Another foreign policy objective would be achieved when Trump takes the United States out of international programs that fund and encourage abortion, the so-called Mexico City Policy. President Ronald W. Reagan banned federal support for international abortion programs, but the policy was overturned by President William J. Clinton in 1993, reinstated by President George W. Bush in 2001, and then reversed by President Barack Obama Jan. 23, 2009.
Nineteen of the actions suggested in the report would reverse the president’s amnesty for illegal aliens, along with directions to prosecutors that they pass on bringing illegal aliens into the courts.
Not all the targeted rules were established by Democrats.
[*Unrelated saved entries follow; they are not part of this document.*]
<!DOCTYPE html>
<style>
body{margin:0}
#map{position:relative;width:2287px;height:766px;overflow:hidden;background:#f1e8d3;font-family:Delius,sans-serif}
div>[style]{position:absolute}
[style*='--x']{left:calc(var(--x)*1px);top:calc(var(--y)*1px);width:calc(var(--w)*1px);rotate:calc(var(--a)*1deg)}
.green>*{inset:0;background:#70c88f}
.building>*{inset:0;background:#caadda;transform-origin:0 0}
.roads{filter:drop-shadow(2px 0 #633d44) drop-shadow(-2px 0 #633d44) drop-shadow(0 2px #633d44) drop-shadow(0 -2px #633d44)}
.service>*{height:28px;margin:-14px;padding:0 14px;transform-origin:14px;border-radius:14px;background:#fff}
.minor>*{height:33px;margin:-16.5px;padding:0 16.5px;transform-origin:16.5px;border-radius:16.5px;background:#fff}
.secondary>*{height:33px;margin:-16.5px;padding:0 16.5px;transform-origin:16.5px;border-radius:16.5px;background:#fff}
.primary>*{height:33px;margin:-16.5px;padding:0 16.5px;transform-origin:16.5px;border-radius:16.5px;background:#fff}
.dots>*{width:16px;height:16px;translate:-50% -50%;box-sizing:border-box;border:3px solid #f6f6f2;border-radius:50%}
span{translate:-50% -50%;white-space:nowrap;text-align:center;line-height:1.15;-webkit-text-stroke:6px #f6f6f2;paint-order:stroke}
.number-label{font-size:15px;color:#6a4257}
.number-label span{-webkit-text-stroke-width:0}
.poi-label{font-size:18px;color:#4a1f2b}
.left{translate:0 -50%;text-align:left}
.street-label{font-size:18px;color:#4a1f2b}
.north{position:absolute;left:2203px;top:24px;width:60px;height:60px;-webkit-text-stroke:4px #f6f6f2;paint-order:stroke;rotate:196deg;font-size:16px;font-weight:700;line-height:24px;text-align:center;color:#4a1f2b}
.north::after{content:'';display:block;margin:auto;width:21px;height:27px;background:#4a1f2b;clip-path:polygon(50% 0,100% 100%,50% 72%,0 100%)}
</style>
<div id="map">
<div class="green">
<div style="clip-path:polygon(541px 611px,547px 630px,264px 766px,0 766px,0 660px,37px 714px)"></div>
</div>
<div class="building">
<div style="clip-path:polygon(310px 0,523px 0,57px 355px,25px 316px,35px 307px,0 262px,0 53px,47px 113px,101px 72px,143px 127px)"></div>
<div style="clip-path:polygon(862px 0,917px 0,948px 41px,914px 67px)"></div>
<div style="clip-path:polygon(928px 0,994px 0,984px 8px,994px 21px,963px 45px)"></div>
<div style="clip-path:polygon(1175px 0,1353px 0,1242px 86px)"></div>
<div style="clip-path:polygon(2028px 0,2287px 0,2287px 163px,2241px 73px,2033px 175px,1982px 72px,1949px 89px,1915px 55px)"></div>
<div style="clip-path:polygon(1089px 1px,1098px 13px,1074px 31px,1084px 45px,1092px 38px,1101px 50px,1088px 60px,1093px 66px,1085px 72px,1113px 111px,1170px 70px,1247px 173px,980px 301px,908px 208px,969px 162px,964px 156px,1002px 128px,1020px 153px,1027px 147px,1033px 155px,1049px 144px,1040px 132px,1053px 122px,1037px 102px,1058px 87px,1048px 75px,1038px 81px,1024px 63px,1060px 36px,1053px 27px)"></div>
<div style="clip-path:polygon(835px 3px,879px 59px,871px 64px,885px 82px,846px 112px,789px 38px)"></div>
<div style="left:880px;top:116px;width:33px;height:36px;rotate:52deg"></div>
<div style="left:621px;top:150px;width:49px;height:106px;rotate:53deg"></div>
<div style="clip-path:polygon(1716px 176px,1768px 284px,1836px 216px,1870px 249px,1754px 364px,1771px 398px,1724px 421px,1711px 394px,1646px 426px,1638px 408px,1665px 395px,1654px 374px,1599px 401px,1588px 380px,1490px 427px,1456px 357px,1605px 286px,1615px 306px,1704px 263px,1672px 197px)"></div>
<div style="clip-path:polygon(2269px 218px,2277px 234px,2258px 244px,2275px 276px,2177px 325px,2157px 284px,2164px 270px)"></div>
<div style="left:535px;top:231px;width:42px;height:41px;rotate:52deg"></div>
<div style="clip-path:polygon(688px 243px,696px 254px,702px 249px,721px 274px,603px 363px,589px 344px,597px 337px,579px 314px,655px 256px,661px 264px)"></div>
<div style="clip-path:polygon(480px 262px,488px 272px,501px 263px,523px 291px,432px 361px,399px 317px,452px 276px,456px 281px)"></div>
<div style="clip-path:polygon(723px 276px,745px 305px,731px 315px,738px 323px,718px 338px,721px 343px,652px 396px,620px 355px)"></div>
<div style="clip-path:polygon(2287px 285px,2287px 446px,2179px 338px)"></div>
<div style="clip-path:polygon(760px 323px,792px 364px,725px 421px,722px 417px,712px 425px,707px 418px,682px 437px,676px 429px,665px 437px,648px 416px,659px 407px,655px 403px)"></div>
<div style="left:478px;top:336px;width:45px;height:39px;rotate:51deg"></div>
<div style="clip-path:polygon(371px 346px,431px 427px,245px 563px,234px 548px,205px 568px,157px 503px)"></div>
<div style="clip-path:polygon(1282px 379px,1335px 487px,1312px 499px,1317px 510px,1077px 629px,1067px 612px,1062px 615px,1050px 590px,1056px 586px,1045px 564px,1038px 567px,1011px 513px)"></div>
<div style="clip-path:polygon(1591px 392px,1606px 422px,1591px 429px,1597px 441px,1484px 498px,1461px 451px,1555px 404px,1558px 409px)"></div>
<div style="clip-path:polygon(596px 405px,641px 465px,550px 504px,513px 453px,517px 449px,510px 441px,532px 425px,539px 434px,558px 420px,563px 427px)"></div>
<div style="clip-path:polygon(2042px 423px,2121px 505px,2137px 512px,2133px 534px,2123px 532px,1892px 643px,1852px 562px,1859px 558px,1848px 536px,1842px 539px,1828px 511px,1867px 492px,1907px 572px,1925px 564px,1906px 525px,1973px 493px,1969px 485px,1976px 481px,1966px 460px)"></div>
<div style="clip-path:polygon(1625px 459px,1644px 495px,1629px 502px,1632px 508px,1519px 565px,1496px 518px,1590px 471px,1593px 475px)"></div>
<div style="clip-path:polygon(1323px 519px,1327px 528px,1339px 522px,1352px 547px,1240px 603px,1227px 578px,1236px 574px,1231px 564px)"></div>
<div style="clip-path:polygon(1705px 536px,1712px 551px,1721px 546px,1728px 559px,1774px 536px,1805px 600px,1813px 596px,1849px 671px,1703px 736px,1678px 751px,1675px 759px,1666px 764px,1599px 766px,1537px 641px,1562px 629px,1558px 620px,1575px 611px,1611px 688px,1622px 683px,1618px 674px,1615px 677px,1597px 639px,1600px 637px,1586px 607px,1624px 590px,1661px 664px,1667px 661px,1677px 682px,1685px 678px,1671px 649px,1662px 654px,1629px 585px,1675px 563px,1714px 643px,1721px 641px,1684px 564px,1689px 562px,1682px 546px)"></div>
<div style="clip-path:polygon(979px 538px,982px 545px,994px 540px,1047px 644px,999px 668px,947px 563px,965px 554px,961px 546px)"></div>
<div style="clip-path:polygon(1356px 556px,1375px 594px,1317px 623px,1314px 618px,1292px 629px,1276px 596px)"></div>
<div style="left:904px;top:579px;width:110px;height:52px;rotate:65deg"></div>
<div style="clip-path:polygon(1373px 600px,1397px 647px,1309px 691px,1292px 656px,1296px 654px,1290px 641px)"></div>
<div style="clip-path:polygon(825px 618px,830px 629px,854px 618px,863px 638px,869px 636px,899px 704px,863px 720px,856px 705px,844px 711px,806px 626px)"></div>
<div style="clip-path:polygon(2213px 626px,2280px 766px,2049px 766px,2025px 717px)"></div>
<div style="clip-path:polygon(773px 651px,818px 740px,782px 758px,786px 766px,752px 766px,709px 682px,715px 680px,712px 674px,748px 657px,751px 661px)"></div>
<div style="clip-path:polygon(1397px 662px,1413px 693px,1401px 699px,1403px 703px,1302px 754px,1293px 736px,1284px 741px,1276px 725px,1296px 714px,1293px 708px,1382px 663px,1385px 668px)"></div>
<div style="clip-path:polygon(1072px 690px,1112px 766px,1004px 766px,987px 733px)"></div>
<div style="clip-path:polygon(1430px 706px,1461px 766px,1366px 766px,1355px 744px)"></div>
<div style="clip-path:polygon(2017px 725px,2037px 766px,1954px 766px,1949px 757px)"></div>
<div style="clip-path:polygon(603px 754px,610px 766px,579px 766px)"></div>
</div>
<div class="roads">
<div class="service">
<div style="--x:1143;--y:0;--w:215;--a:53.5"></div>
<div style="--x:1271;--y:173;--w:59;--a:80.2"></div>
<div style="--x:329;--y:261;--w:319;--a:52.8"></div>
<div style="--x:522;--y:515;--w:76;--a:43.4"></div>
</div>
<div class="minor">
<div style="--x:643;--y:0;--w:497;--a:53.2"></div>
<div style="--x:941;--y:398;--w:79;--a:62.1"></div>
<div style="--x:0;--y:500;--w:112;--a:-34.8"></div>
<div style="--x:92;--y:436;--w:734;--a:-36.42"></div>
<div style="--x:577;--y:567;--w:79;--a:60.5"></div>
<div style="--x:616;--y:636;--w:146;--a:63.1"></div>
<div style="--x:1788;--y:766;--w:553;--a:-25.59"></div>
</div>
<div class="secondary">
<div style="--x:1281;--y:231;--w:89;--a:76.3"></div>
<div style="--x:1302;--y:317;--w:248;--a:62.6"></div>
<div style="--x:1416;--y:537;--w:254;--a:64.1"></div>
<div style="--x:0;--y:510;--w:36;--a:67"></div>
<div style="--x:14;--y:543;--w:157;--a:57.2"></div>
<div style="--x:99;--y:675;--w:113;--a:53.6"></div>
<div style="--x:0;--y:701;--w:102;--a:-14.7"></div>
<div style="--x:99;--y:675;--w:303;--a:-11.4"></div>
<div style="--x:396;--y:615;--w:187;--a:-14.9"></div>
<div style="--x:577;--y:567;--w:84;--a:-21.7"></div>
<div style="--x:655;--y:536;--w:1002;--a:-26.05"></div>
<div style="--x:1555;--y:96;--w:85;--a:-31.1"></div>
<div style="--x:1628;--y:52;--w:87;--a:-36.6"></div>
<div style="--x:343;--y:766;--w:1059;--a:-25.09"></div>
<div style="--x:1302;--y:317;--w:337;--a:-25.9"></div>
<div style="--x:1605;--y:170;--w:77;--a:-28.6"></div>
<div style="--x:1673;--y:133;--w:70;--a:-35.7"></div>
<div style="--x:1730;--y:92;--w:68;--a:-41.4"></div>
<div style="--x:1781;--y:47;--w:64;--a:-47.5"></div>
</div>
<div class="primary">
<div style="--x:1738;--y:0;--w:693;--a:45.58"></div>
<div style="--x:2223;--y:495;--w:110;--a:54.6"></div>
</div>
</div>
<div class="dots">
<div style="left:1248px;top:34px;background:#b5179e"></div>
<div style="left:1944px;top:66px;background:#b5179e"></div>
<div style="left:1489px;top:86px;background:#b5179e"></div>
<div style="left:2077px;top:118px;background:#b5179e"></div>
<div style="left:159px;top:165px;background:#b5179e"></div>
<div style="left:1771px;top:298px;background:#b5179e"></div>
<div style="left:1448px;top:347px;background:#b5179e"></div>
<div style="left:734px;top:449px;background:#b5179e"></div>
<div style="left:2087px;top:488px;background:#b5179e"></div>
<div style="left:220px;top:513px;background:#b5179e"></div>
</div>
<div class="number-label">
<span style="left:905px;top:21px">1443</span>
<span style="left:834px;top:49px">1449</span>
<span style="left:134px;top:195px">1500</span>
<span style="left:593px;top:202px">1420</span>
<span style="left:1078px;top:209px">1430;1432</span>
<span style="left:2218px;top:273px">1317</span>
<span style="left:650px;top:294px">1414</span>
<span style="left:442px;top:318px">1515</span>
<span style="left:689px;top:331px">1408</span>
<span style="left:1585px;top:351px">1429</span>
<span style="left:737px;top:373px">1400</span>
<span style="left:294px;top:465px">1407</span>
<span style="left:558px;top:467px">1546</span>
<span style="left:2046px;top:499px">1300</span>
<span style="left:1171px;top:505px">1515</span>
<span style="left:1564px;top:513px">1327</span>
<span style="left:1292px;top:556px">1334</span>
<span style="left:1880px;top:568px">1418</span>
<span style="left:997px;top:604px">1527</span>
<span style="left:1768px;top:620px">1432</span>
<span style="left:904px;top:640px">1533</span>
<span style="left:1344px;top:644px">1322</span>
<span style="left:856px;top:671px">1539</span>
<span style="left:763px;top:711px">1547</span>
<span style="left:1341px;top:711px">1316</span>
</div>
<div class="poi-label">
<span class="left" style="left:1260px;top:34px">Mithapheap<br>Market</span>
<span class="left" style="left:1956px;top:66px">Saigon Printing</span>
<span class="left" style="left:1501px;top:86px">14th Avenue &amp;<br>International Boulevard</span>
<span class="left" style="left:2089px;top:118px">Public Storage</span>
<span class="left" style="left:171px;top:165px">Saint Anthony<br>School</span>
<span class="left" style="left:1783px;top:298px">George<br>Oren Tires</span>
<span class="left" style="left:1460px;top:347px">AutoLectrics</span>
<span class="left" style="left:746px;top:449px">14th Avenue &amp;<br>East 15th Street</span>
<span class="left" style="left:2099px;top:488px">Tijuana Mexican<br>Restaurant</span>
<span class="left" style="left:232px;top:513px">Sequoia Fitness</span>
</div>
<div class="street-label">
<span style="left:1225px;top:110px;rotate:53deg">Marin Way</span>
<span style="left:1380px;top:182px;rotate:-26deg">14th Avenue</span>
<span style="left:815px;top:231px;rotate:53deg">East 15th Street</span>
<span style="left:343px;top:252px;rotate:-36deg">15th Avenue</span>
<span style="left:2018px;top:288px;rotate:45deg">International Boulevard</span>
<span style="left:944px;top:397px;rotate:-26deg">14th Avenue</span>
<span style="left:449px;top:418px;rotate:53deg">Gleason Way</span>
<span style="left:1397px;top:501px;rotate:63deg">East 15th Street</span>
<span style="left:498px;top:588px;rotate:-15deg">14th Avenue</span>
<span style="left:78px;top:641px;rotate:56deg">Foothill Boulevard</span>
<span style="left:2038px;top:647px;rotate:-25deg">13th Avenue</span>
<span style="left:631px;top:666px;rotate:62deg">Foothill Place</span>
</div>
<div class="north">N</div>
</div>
One of the recommendations would reverse Bush’s Executive Order 13233, which restricts access to presidential records–a rule supported by Obama.
Meadows has been in touch with members of the Presidential Transition Team and he intends to encourage and work with the new administration to roll back these regulations within the first 100 days of the president-elect’s term.
“When the American people spoke on Nov. 8, they provided conservatives with an opportunity to restore order in our government and to remove the out-of-control bureaucratic red tape that so often stunts the growth of otherwise successful Americans,” the congressman said.
“My colleagues and I look forward to helping President-elect Trump in any way we can as we work toward the most productive ‘first 100 days’ in modern history,'” Meadows said. “To the working people, who have felt the burden of these last eight years so heavily — help is on the way.”